Details
-
Sub-task
-
Status: Resolved
-
Blocker
-
Resolution: Duplicate
-
None
-
None
-
None
-
None
Description
MiniOzoneHAClusterImpl frequently hangs when writing keys to bucket.
To show the problem, we have a simple test that just writes 10,000 keys. It regularly hangs/times out when running on the MiniOzoneHAClusterImpl cluster.
This is a problem because the MiniOzoneHAClusterImpl is critical for testing the snapshot bootstrap code. We believe it is the root cause of this issue: https://issues.apache.org/jira/browse/HDDS-8876
This simple test shows the problem: https://github.com/GeorgeJahad/ozone/compare/153659032b..testSimple
In my experience it hangs 20-30% of the time when running on repeat in intellij.
When it does hang the client thread is in the process of writing/commiting the key, which the server side translator thread is waiting on a future. I believe that future is waiting on a ratis response from the active follower. I've include stack traces for both threads below when the test is hung.
Occasionally when it hangs we see the client thread in exactly the same place but there is no corresponding server side translator thread. We are guessing in this case the server side thread gets killed by an unhandled exception, but the client side thread doesn't notice and just waits forever instead of retrying.
Here are the stack traces for the two threads.
Client thread:
"main@1" prio=5 tid=0x1 nid=NA waiting
java.lang.Thread.State: WAITING
at java.lang.Object.wait(Object.java:-1)
at java.lang.Object.wait(Object.java:502)
at org.apache.hadoop.util.concurrent.AsyncGet$Util.wait(AsyncGet.java:65)
at org.apache.hadoop.ipc.Client.getRpcResponse(Client.java:1572)
at org.apache.hadoop.ipc.Client.call(Client.java:1530)
at org.apache.hadoop.ipc.Client.call(Client.java:1427)
at org.apache.hadoop.ipc.ProtobufRpcEngine$Invoker.invoke(ProtobufRpcEngine.java:250)

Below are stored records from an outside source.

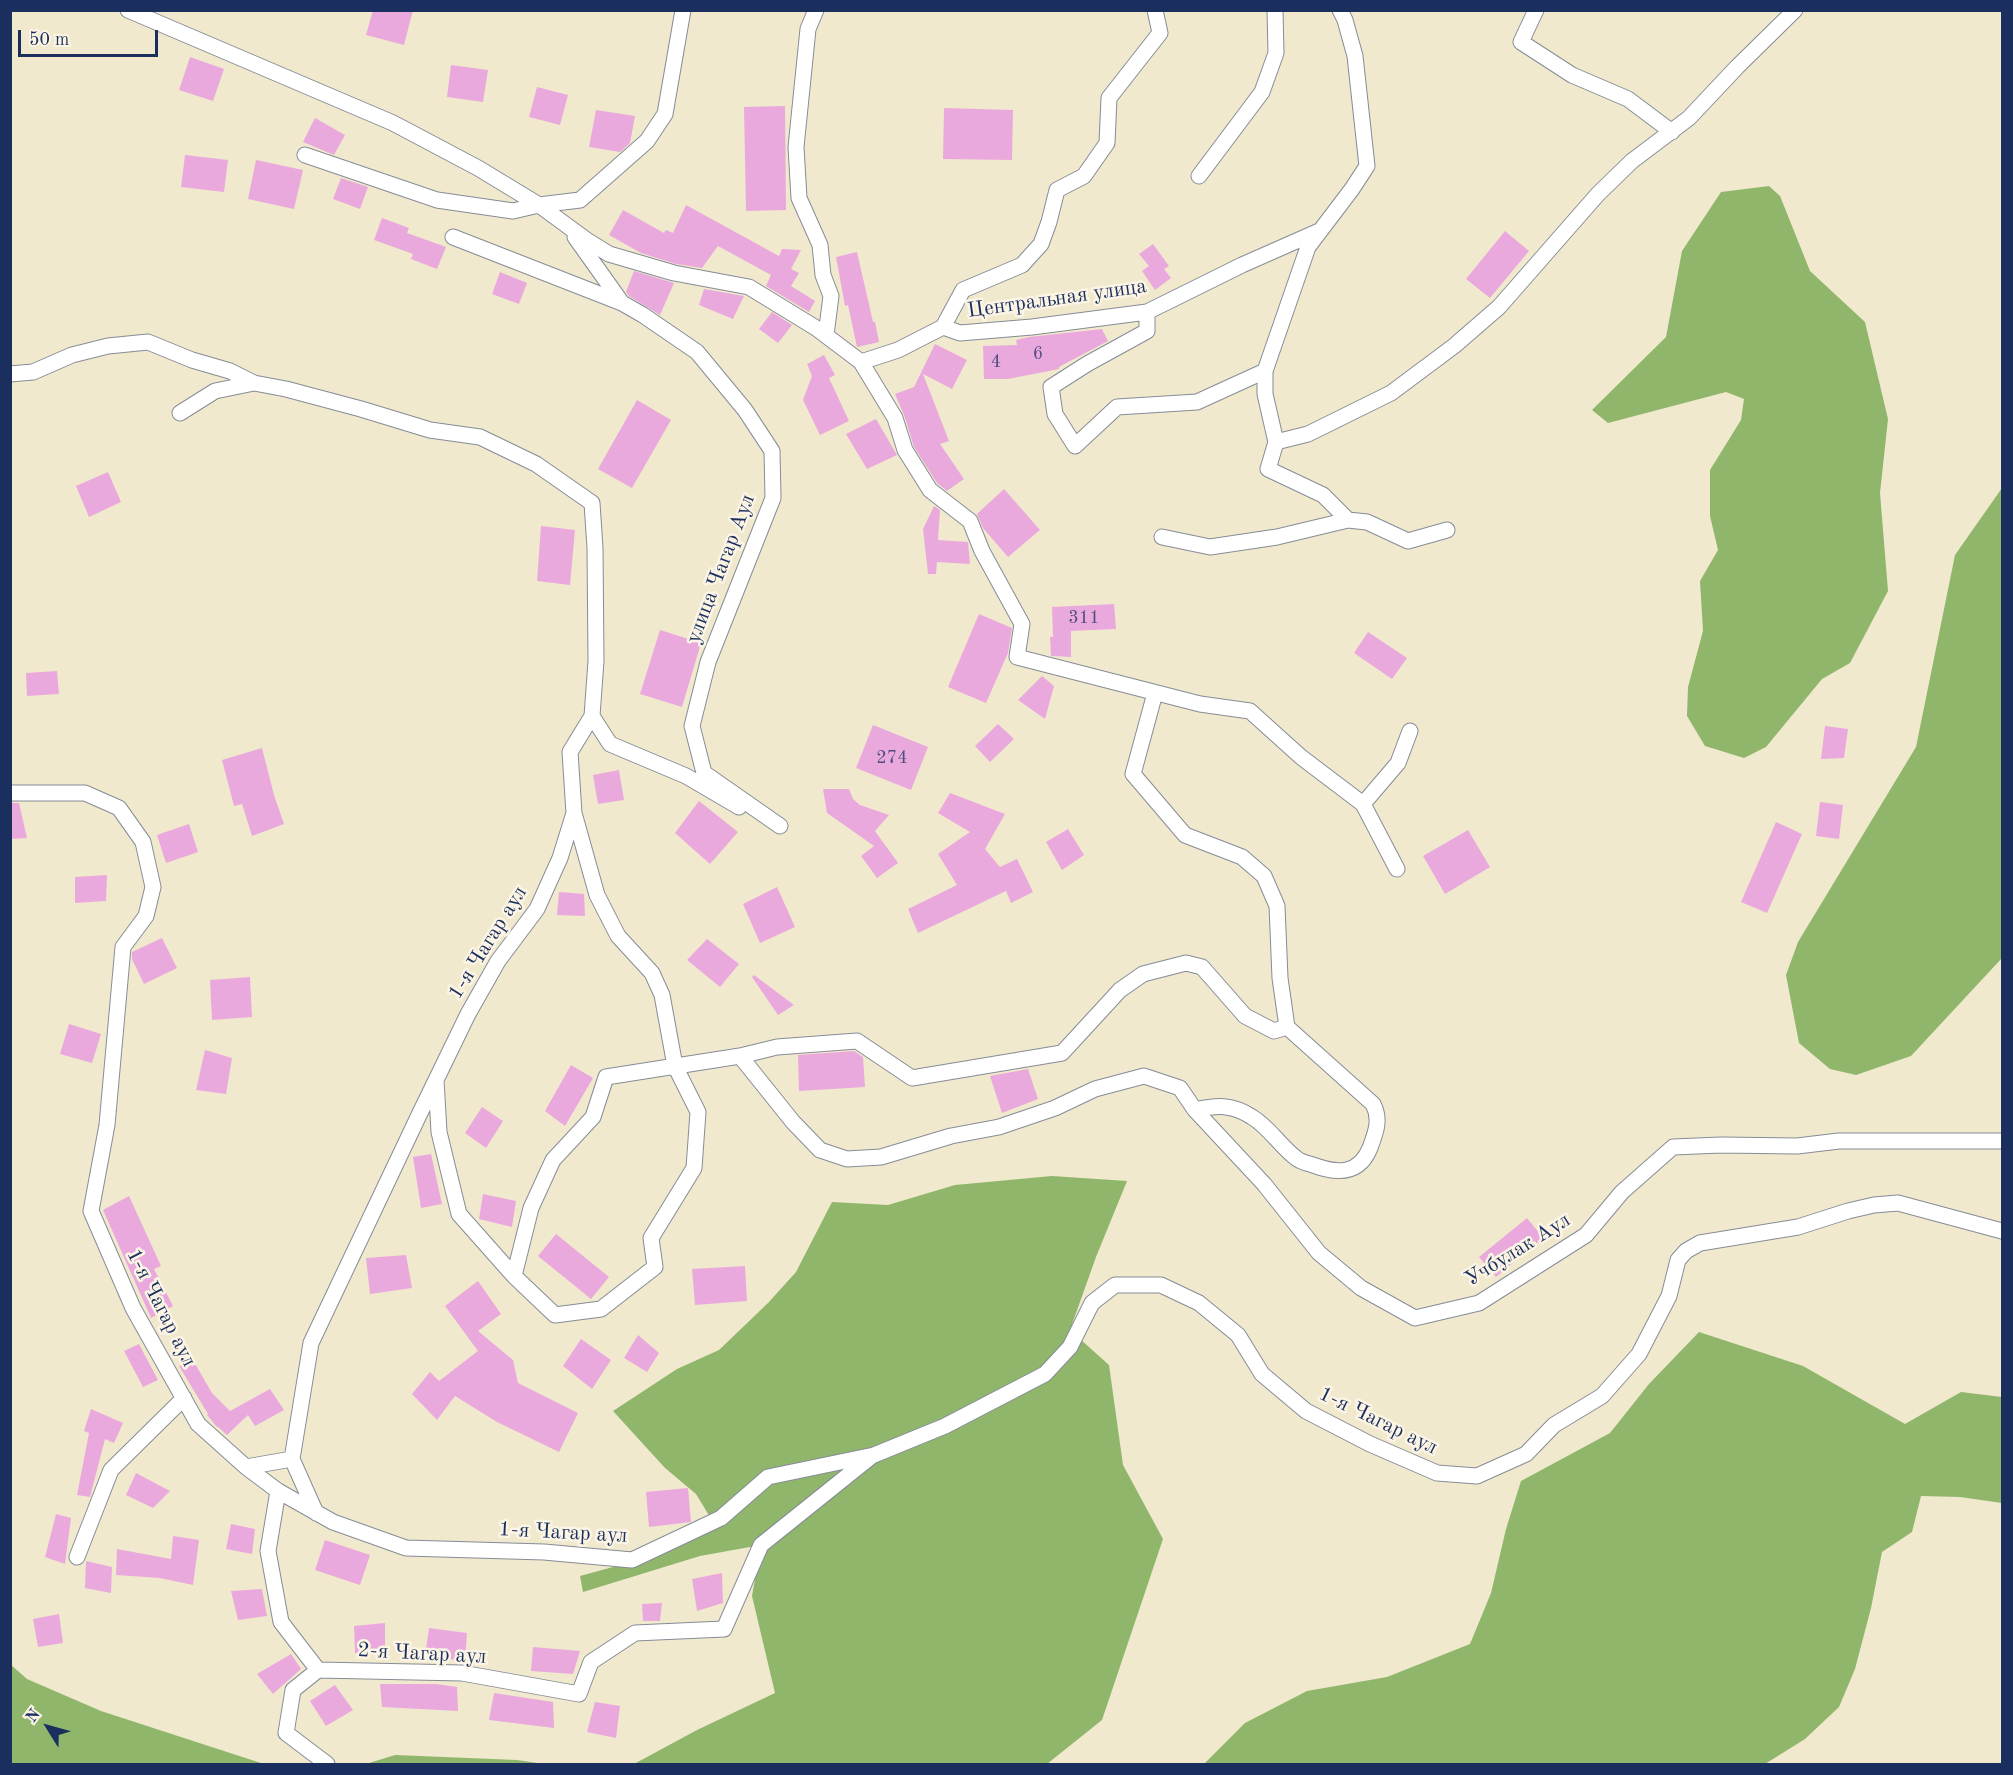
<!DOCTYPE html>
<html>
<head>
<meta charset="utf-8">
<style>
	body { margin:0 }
	#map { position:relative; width:2013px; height:1775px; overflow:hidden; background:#f1e9cd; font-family:"Old Standard TT",serif }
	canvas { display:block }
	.frame { position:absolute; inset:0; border:12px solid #1b2f5e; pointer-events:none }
	.north { position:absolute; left:18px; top:1697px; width:60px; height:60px; -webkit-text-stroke:4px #fcf5e5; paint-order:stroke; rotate:307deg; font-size:16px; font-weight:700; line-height:24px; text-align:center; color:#1b2f5e }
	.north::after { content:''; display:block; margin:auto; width:21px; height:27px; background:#1b2f5e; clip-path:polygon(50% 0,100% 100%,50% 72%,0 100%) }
	.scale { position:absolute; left:18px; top:30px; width:140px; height:27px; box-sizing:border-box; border:3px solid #1b2f5e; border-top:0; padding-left:8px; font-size:18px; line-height:21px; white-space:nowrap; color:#1b2f5e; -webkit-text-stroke:4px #fcf5e5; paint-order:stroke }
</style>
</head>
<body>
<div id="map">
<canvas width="2013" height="1775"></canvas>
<div class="frame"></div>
<div class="north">N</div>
<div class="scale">50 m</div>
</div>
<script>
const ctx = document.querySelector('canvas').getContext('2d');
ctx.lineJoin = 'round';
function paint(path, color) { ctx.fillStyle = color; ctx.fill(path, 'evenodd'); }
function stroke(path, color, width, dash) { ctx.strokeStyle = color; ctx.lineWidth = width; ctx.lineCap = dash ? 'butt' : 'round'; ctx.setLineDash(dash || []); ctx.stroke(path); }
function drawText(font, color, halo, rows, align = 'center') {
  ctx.font = font + ' "Old Standard TT",serif'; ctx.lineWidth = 5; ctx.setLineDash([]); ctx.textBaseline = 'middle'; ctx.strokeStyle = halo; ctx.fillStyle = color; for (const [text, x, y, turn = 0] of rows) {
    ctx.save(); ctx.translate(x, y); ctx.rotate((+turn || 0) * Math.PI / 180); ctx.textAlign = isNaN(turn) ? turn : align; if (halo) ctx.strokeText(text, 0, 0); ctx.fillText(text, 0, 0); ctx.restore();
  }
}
paint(new Path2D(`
	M 1769,186 L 1780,196 L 1810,271 L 1865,322 L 1888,419 L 1880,493 L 1888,591 L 1850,663 L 1822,679 L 1766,747 L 1744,758 L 1705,746 L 1687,716 L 1688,687 L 1703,631 L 1700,581 L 1718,550 L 1710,516 L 1710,470 L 1741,420 L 1744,399 L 1726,392 L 1608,423 L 1592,410 L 1666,337 L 1682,251 L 1721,192 Z
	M 2002,488 L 2002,958 L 1911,1056 L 1856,1075 L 1830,1069 L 1799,1043 L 1786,975 L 1798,942 L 1916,747 L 1955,555 Z
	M 1052,1176 L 1127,1181 L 1096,1257 L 1070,1330 L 1109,1365 L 1123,1465 L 1163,1539 L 1102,1720 L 1047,1764 L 634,1764 L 697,1730 L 775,1693 L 752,1596 L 761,1545 L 700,1556 L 583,1592 L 580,1576 L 646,1558 L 713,1522 L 696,1494 L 665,1468 L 613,1411 L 677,1369 L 719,1350 L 768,1303 L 796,1272 L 832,1202 L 888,1205 L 955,1185 Z
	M 1699,1332 L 1803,1366 L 1905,1424 L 1961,1392 L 2002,1397 L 2002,1503 L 1960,1497 L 1921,1496 L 1912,1532 L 1882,1552 L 1871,1608 L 1855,1669 L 1839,1707 L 1805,1739 L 1765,1764 L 1204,1764 L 1245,1723 L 1307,1691 L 1387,1677 L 1470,1644 L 1491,1593 L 1506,1529 L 1521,1481 L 1610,1433 L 1649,1384 Z
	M 10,1664 L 27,1679 L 101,1711 L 264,1764 L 11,1764 Z
	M 395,1755 L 517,1760 L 544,1764 L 366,1764 Z`), '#90b66c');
paint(new Path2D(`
	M 373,10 L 413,10 L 404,45 L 366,35 Z
	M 190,57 L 224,69 L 213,101 L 179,90 Z
	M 451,65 L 488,70 L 483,102 L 447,97 Z
	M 537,87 L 568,95 L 560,125 L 529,117 Z
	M 785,106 L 786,210 L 746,211 L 744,107 Z
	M 944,108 L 1013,110 L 1012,160 L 943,159 Z
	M 596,110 L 635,116 L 630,143 L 620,152 L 589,147 Z
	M 315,118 L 345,135 L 334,155 L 303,142 Z
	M 185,155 L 228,160 L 224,192 L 181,187 Z
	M 256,160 L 303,170 L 294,209 L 248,199 Z
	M 341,178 L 368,187 L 360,209 L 333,199 Z
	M 686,205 L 779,256 L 782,249 L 801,250 L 791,269 L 799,273 L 791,286 L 815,301 L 809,312 L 766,286 L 771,275 L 718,246 L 702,268 L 676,264 L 641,253 L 609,235 L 623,210 L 664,233 L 666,230 L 673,233 Z
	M 382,218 L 409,228 L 407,233 L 446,247 L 437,269 L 411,259 L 413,254 L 374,240 Z
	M 1505,231 L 1529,251 L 1490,298 L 1466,279 Z
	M 1153,244 L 1169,266 L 1164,269 L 1171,278 L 1155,290 L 1142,271 L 1149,266 L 1139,254 Z
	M 857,252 L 873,322 L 875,322 L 879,342 L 857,347 L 848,305 L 845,306 L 836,257 Z
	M 634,271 L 674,283 L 660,315 L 629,296 L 626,292 Z
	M 500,272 L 527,283 L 519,304 L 492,294 Z
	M 704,289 L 744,296 L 733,319 L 699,305 Z
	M 772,312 L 792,325 L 778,343 L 759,329 Z
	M 1102,329 L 1108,341 L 1059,367 L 1059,369 L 1008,379 L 984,379 L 983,346 L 1017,345 L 1016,340 L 1029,337 Z
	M 935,344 L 967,360 L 952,389 L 923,374 L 949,441 L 940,444 L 964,479 L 947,491 L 937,483 L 914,447 L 904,415 L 895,394 L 914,387 Z
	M 824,355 L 835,375 L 829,378 L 849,421 L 820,435 L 803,400 L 812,376 L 807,364 Z
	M 637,400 L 671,420 L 632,488 L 598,469 Z
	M 876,419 L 897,455 L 867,469 L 846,434 Z
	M 108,472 L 121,502 L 89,517 L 76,486 Z
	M 1004,489 L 1040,530 L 1008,557 L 983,528 L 977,514 Z
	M 934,506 L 940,510 L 938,540 L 968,542 L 970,564 L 937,562 L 936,574 L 928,574 L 923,529 Z
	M 541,526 L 575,530 L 570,585 L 537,581 Z
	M 1114,604 L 1116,629 L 1071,631 L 1071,657 L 1051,656 L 1050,637 L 1053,637 L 1052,607 Z
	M 979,614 L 1012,628 L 1008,653 L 986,703 L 948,687 Z
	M 660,630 L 701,643 L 682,707 L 640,694 Z
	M 1368,632 L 1407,658 L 1392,679 L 1354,653 Z
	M 57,671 L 59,694 L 27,696 L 26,673 Z
	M 1042,676 L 1054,686 L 1045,719 L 1018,700 Z
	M 998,724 L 1014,739 L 990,762 L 975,746 Z
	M 873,725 L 928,747 L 911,790 L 856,768 Z
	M 1825,726 L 1848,729 L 1844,758 L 1821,759 Z
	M 262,748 L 274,795 L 284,824 L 252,836 L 242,804 L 234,806 L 222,760 Z
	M 619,770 L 624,800 L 598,804 L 593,775 Z
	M 823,789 L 849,789 L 853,799 L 860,805 L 889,815 L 875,831 L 898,863 L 877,878 L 861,856 L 874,846 L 827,813 Z
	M 950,793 L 1005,814 L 985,849 L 1000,867 L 1017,859 L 1033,892 L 1011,903 L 1006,891 L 918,933 L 908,909 L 957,885 L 938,854 L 970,832 L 938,813 Z
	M 699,801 L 738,832 L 710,864 L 675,833 Z
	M 1820,802 L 1843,805 L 1839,839 L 1816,836 Z
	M 10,803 L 19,803 L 27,838 L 10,839 Z
	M 1776,822 L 1802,834 L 1767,913 L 1741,902 Z
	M 189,824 L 198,852 L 166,863 L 157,835 Z
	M 1068,829 L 1084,855 L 1062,870 L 1046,842 Z
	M 1468,830 L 1490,867 L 1445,894 L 1423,856 Z
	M 107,875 L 106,901 L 75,903 L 75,877 Z
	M 777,887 L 795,927 L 760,943 L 743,904 Z
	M 559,892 L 584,894 L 585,916 L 557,915 Z
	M 162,938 L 177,968 L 144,984 L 132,959 L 132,952 Z
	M 707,939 L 739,964 L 720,987 L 687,960 Z
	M 754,975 L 794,1005 L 778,1015 L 752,977 Z
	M 250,977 L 252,1017 L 212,1020 L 210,980 Z
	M 69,1024 L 101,1034 L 92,1063 L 60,1054 Z
	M 205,1050 L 232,1058 L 226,1094 L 196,1090 Z
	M 854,1051 L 863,1057 L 865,1087 L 799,1091 L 798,1055 Z
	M 571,1065 L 593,1078 L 565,1126 L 545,1111 Z
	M 1028,1069 L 1038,1099 L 1002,1113 L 990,1076 Z
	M 482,1107 L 503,1121 L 486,1148 L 465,1133 Z
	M 431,1154 L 442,1204 L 421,1208 L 413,1157 Z
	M 483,1194 L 516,1201 L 512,1227 L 479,1219 Z
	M 129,1196 L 161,1266 L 154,1269 L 173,1306 L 151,1318 L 103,1210 Z
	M 1527,1218 L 1543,1238 L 1496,1277 L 1479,1257 Z
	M 556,1234 L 609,1277 L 591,1299 L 538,1256 Z
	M 406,1255 L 412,1288 L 370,1294 L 366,1258 Z
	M 745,1266 L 747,1301 L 695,1305 L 692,1269 Z
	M 478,1281 L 501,1314 L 478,1331 L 513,1360 L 518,1383 L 578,1413 L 559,1452 L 497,1422 L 455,1396 L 437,1420 L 412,1394 L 430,1372 L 439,1381 L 478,1351 L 445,1306 Z
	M 638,1335 L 659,1353 L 647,1372 L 624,1358 Z
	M 581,1339 L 611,1360 L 592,1389 L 563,1366 Z
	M 139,1344 L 158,1380 L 143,1387 L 124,1351 Z
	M 194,1362 L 212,1393 L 230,1411 L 270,1389 L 284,1410 L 255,1426 L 248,1415 L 227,1435 L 218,1427 L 217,1427 L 207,1415 L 208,1414 L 179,1366 Z
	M 91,1409 L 123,1423 L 114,1443 L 105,1439 L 90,1497 L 77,1495 L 89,1433 L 84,1431 Z
	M 136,1473 L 170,1491 L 153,1508 L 126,1495 Z
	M 688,1488 L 691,1522 L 649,1527 L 646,1492 Z
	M 56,1514 L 71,1518 L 65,1564 L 45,1557 Z
	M 231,1524 L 255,1529 L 252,1554 L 226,1549 Z
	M 173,1536 L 199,1540 L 193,1585 L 160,1578 L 116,1575 L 117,1549 L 171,1559 Z
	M 325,1540 L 370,1555 L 360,1585 L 315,1570 Z
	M 86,1561 L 112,1567 L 111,1593 L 85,1588 Z
	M 722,1573 L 723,1603 L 697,1611 L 692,1579 Z
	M 262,1589 L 267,1616 L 238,1620 L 231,1591 Z
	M 662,1603 L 660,1621 L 643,1621 L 642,1604 Z
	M 59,1614 L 63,1643 L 38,1647 L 33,1619 Z
	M 385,1623 L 385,1652 L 355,1653 L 354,1626 Z
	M 429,1628 L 467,1633 L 465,1661 L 425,1656 Z
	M 533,1647 L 580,1651 L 573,1674 L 531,1671 Z
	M 291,1654 L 301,1669 L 273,1694 L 257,1674 Z
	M 380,1684 L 436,1684 L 457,1687 L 458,1711 L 382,1707 Z
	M 335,1685 L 353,1710 L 326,1726 L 310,1701 Z
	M 494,1693 L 553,1702 L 554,1728 L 489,1720 Z
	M 595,1702 L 620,1706 L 616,1738 L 587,1732 Z`), '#eaa9dd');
const street = new Path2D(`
	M 128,10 L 393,123 L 478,168 L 539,205 L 588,241 L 609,254 L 674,273 L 749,287 L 816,328 L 861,362 L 895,418 L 905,450 L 930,490 L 970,521 L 982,551 L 1022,624 L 1017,657 L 1200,704 L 1250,711 L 1301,757 L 1363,804 L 1398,763 L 1410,731
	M 816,10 L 808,29 L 796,147 L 799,198 L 820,245 L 823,275 L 831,296 L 826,335
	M 1340,10 L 1345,20 L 1355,56 L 1367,166 L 1352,189 L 1308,247 L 1265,371 L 1265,394 L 1276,442 L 1268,469 L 1323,495 L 1348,520 L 1367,522 L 1408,541 L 1447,530
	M 1536,10 L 1521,42 L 1572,75 L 1628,99 L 1672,132
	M 305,155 L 437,200 L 513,211 L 539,205 L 580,200 L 647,141 L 665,114 L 683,10
	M 1199,176 L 1262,92 L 1276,53 L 1275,10
	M 453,237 L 622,303
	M 575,237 L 622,303 L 643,315 L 697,352 L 745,410 L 772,451 L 773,498 L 708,662 L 692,726 L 704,773 L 780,826
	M 1147,312 L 1147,331 L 1087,364 L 1051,387 L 1055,414 L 1075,446 L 1117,407 L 1197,402 L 1265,371
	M 943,327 L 963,290 L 1022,265 L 1041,244 L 1049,222 L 1057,190 L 1084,176 L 1107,143 L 1109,98 L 1160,33 L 1155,10
	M 861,362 L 898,350 L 943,327 L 960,333 L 1032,327 L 1147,312 L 1242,265 L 1319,231
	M 10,374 L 33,372 L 72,355 L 108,346 L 148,342 L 192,360 L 230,371 L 254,383
	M 180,413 L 215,391 L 254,383 L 286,389 L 361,409 L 430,430 L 480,437 L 536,464 L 592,503 L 595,548 L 596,661 L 592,716 L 570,752 L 574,813 L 597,895 L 618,936 L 652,973 L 662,995 L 675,1066 L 698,1112 L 694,1168 L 651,1238 L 655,1267 L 601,1309 L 555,1315 L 514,1276 L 459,1214 L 439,1132 L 436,1080
	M 1276,442 L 1308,434 L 1391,393 L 1454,346 L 1499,307 L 1598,194 L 1632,161 L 1689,118 L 1737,67 L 1795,10
	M 1162,537 L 1210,547 L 1277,537 L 1348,520
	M 1155,693 L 1133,774 L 1185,835 L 1242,857 L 1264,876 L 1277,906 L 1280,978 L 1287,1027
	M 592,716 L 610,744 L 686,776 L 739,807
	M 10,793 L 85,793 L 119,808 L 143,842 L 153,887 L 146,916 L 123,947 L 107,1125 L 91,1211 L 133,1308 L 198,1424 L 246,1467 L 278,1491 L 333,1522 L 406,1548 L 544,1552 L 632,1560 L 721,1518 L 768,1477 L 874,1455 L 945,1426 L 1045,1374 L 1070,1347 L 1092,1303 L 1115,1285 L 1161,1285 L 1199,1303 L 1238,1335 L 1262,1374 L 1306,1411 L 1370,1444 L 1437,1473 L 1477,1476 L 1526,1454 L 1554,1425 L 1602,1396 L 1639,1354 L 1669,1296 L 1678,1260 L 1686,1251 L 1700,1243 L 1798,1227 L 1848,1211 L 1874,1205 L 1898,1203 L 2002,1231
	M 1363,804 L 1397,869
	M 740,1056 L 777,1047 L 857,1041 L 912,1078 L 1062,1053 L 1120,990 L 1143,974 L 1186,963 L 1202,967 L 1245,1016 L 1274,1031 L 1287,1027
	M 1195,1110 C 1217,1105 1232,1104 1252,1117 C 1269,1127 1280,1146 1296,1158 C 1300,1162 1307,1163 1313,1165 C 1337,1174 1359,1175 1370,1148 C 1376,1132 1381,1119 1373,1104 L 1287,1027
	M 514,1276 L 531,1208 L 553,1160 L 593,1117 L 606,1077 L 740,1056 L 793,1122 L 820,1150 L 847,1159 L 881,1157 L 951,1136 L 999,1127 L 1055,1108 L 1095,1089 L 1144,1076 L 1180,1088 L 1195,1110 L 1264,1184 L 1319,1253 L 1361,1288 L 1415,1318 L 1479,1303 L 1586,1235 L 1622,1192 L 1673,1147 L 1721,1145 L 1797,1146 L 1839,1141 L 2002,1141
	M 292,1459 L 311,1343 L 419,1115 L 468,1014 L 498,961 L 537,909 L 560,858 L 574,813
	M 246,1467 L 292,1459 L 316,1513
	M 278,1491 L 268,1551 L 281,1622 L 318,1670 L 293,1690 L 286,1733 L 327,1764
	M 77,1557 L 111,1470 L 184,1398
	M 318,1670 L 462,1673 L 579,1694 L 591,1662 L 635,1633 L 724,1629 L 761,1545 L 872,1456`);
stroke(street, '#868c96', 17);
stroke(street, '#fff', 15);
drawText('18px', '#4f4e7e', null, [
	["6",1038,354],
	["4",996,362],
	["311",1084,618],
	["274",892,758]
]);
drawText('21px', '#1b2f5e', '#fcf5e5', [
	["Центральная улица",1057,299,-8],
	["улица Чагар Аул",721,569,-69],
	["1-я Чагар аул",488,943,-58],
	["Учбулак Аул",1518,1250,-32],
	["1-я Чагар аул",161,1308,63],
	["1-я Чагар аул",1378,1421,26],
	["1-я Чагар аул",563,1533,3],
	["2-я Чагар аул",422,1654,3]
]);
</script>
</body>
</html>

at org.apache.hadoop.ipc.ProtobufRpcEngine$Invoker.invoke(ProtobufRpcEngine.java:132)
at com.sun.proxy.$Proxy54.submitRequest(Unknown Source:-1)
at sun.reflect.GeneratedMethodAccessor44.invoke(Unknown Source:-1)
at sun.reflect.DelegatingMethodAccessorImpl.invoke(DelegatingMethodAccessorImpl.java:43)
at java.lang.reflect.Method.invoke(Method.java:498)
at org.apache.hadoop.io.retry.RetryInvocationHandler.invokeMethod(RetryInvocationHandler.java:433)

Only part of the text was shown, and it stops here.